Besides cross-device features (like MacOS Continuity and shared clipboard), has any truly desktop-ONLY feature meaningfully changed your workflow? My theory is that nothing has but please correct me.

@scottjenson I’m not sure if this rises to the level you’re talking about, but the virtualization of graphics displays is pretty thorough and pretty profound. I routinely can open a web browser and manage a system remotely. All the way up to things I used to require physical presence for: updating hardware BIOS and such.

I mention that BIOS case because I think it’s the hardest use case the tech solves. Regular people see this in the ubiquity of streaming games, streaming screen sharing, and tech support taking over a computer and fixing something that used to require physical presence.

So the UX I use hasn’t changed except that sharing it with various people has become trivially easy, and that is a big win. It changes how we do work and collaborate.

@scottjenson Very true, very sad. I do suspect that Mobile (and companies like Apple, trying to shoehorn their mobile OS into their desktop OS for the better part of a decade) is only part of the equation. The other part is probably the web: most desktops nowadays are glorified web browser container, which removes a lot of the incentive for improving that container…

But it is a pity all the same…

@scottjenson My theory is that due to the commoditisation, consumeriosation, stupidification and enshittification at Apple they actually went to dismantle their own excellent UI ecosystem in favor of... shitty manager/product initiatives. The whole "Move/Delete" instead of "Save as" and "cloud based navigation services" disaster, the removal of proxy icons... it was undoubtedly regressive.
@scottjenson PaperWM [1] introduced me to scrollable tiling, which changed my workflow so meaningfully that I ended up writing an entire new window manager focused entirely around scrollable tiling [2].

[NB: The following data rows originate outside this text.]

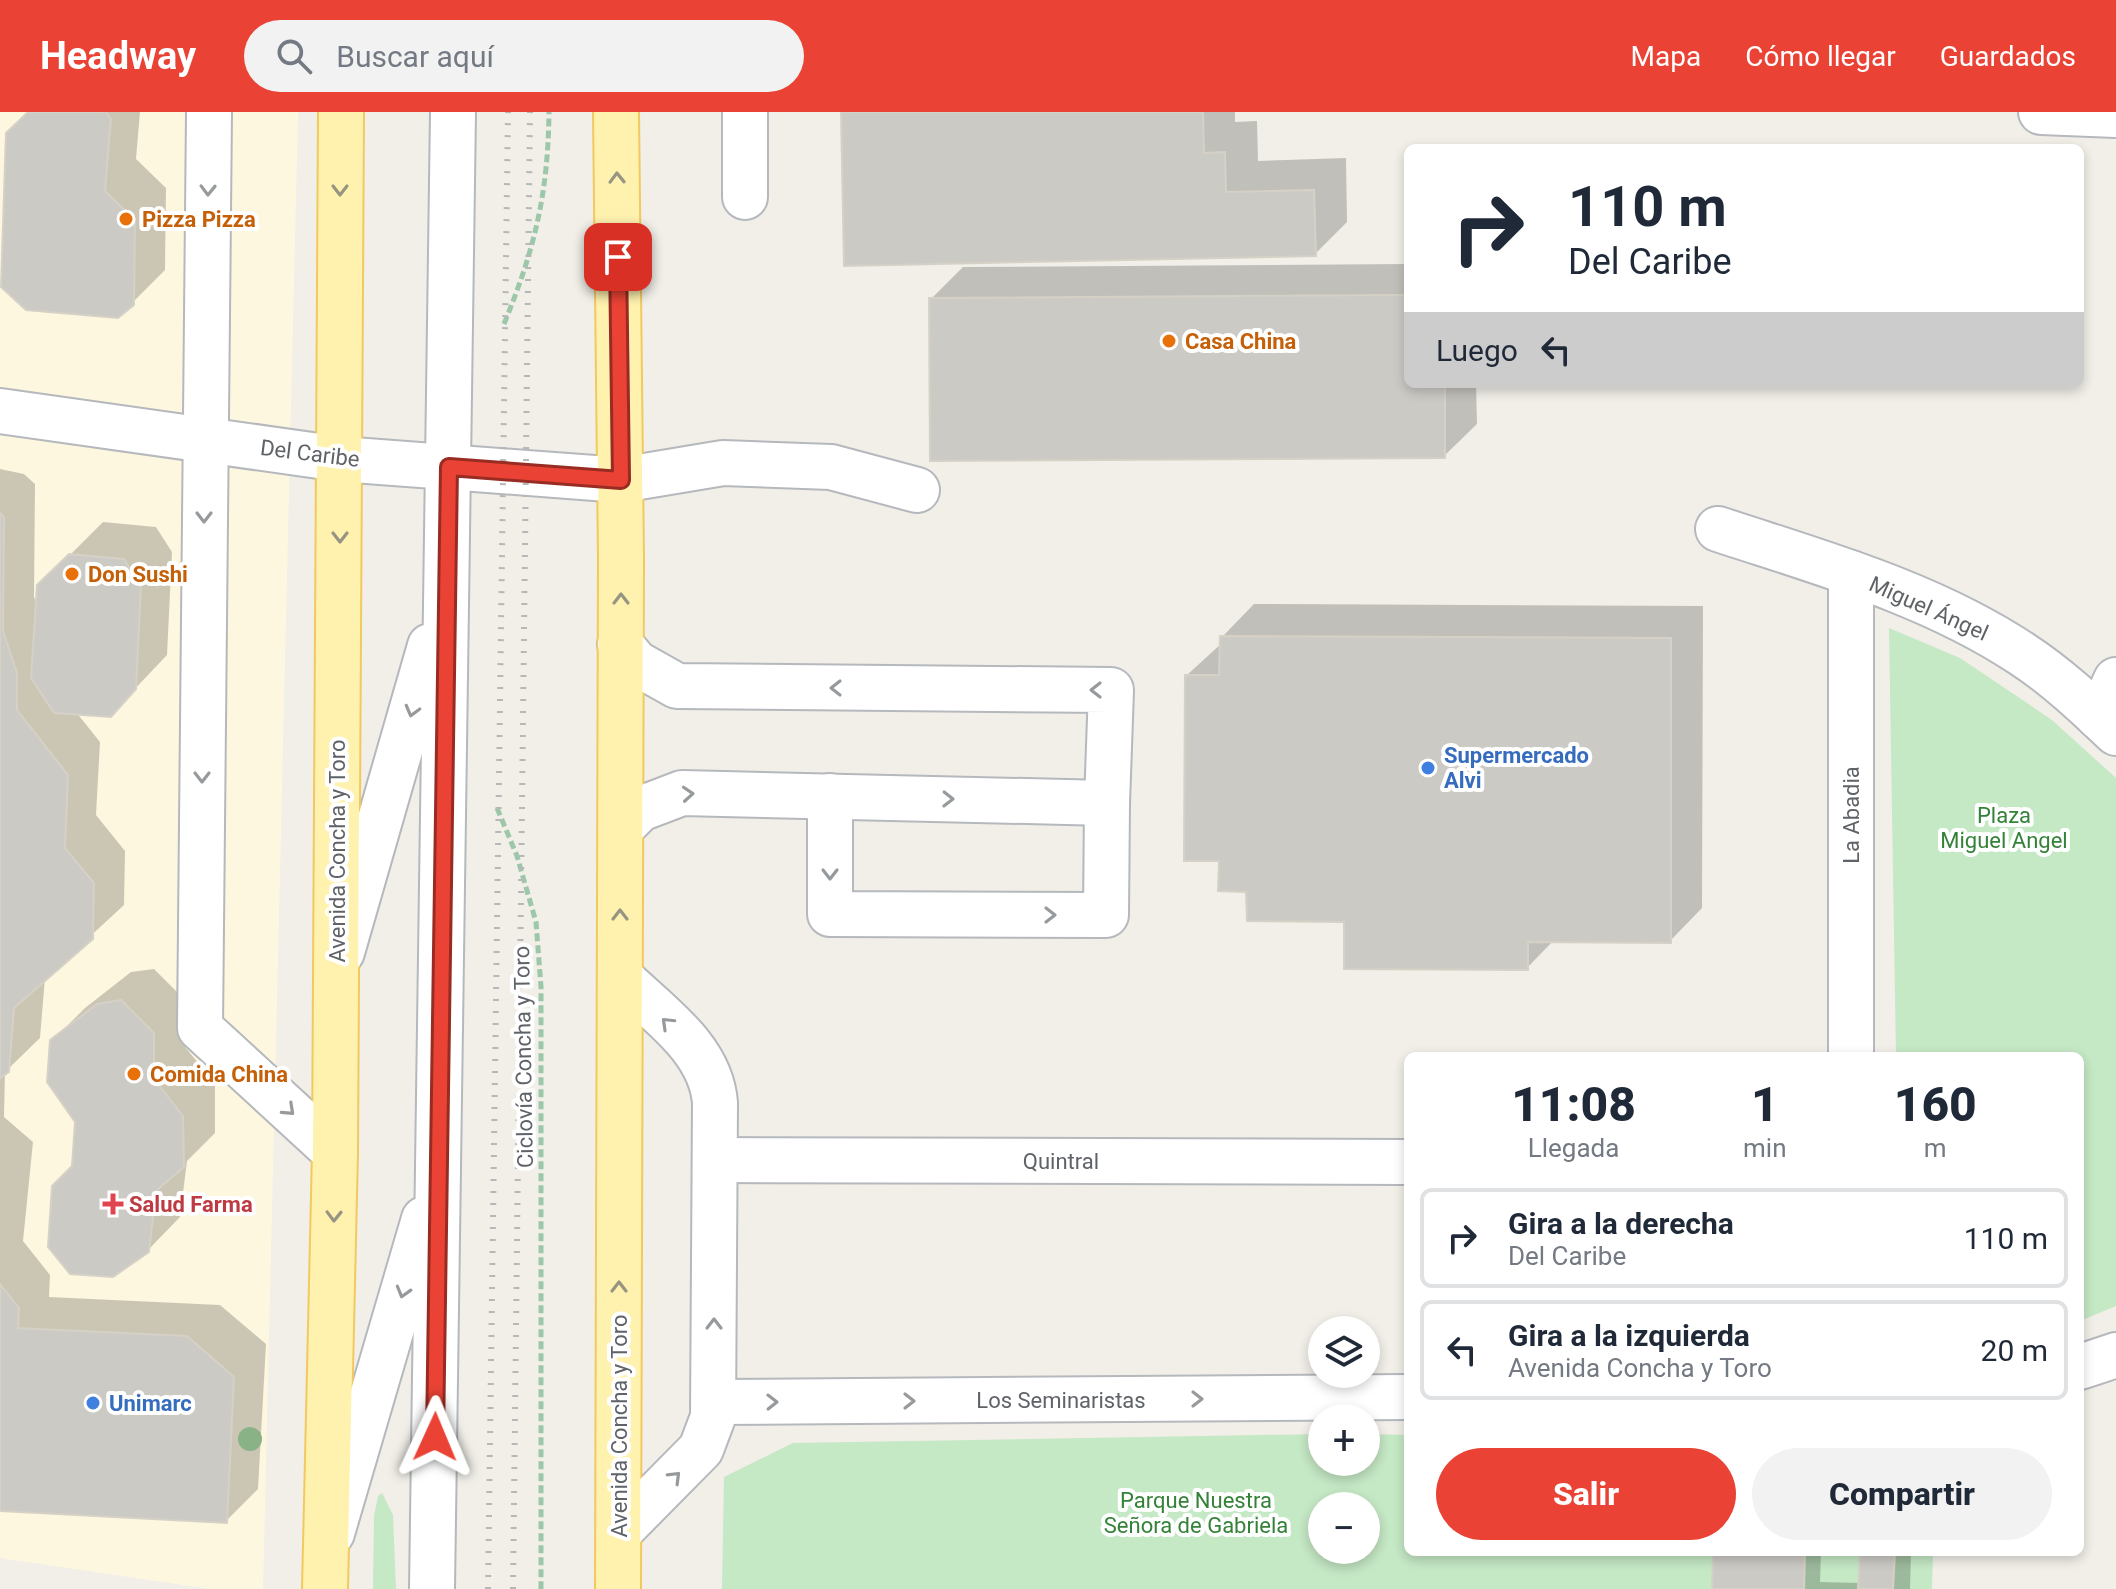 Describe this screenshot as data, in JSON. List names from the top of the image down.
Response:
{
  "streets": {
    "main road": ["Avenida Concha y Toro"],
    "street": [
      "Del Caribe",
      "Miguel Ángel",
      "La Abadia",
      "Quintral",
      "Los Seminaristas"
    ],
    "path": ["Ciclovía Concha y Toro"]
  },
  "crossings": [
    ["Del Caribe", "Avenida Concha y Toro"],
    ["Miguel Ángel", "La Abadia"]
  ],
  "one_way": ["Los Seminaristas"],
  "parks": ["Plaza Miguel Angel", "Parque Nuestra Señora de Gabriela"],
  "places": {
    "other": [
      "Pizza Pizza",
      "Casa China",
      "Don Sushi",
      "Supermercado Alvi",
      "Comida China",
      "Unimarc"
    ],
    "health": ["Salud Farma"]
  },
  "page": {
    "header": "Headway",
    "search": "Buscar aquí",
    "nav": ["Mapa", "Cómo llegar", "Guardados"],
    "turn": ["110 m", "Del Caribe"],
    "then": "Luego",
    "eta": [
      "11:08",
      "Llegada",
      "1",
      "min",
      "160",
      "m"
    ],
    "list": [
      {
        "name": "Gira a la derecha",
        "note": "Del Caribe",
        "value": "110 m"
      },
      {
        "name": "Gira a la izquierda",
        "note": "Avenida Concha y Toro",
        "value": "20 m"
      }
    ],
    "map_buttons": ["+", "−"],
    "buttons": ["Salir", "Compartir"]
  }
}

One could argue it looks similar to the windowing on something like Android, but no, on the desktop it's sufficiently different and (imo) improves desktop-specific workflows a lot.

[1]: https://github.com/paperwm/PaperWM
[2]: https://github.com/YaLTeR/niri

@scottjenson Command-bar Launchers, like Alfred, Albert, Wox and the like. Not all are alike, fewer feel fast on older devices. Near immediate access to any folder of files as long as I remember a few letters of their name, or launching any software is indispensable for my style of computing. That and any ephemeral shell scripts. Both make the desktop feel as a whole artifact rather than a bunch of disassociated apps.
@scottjenson @heracles Indeed! Apple seems to copy some decent ideas for Spotlight. That feature is not nearly as streamlined as, say, Alfred or LaunchBar. Just being able to explicitly assign shortcuts to particular “targets” can be a game changer. Then again, Spotlight might strike a reasonable balance between powerful search and low adoption threshold for non-power users. 🤔… (1/2)

TBH, I prefer it when OS makers don’t even attempt to integrate such productivity tools directly into the OS.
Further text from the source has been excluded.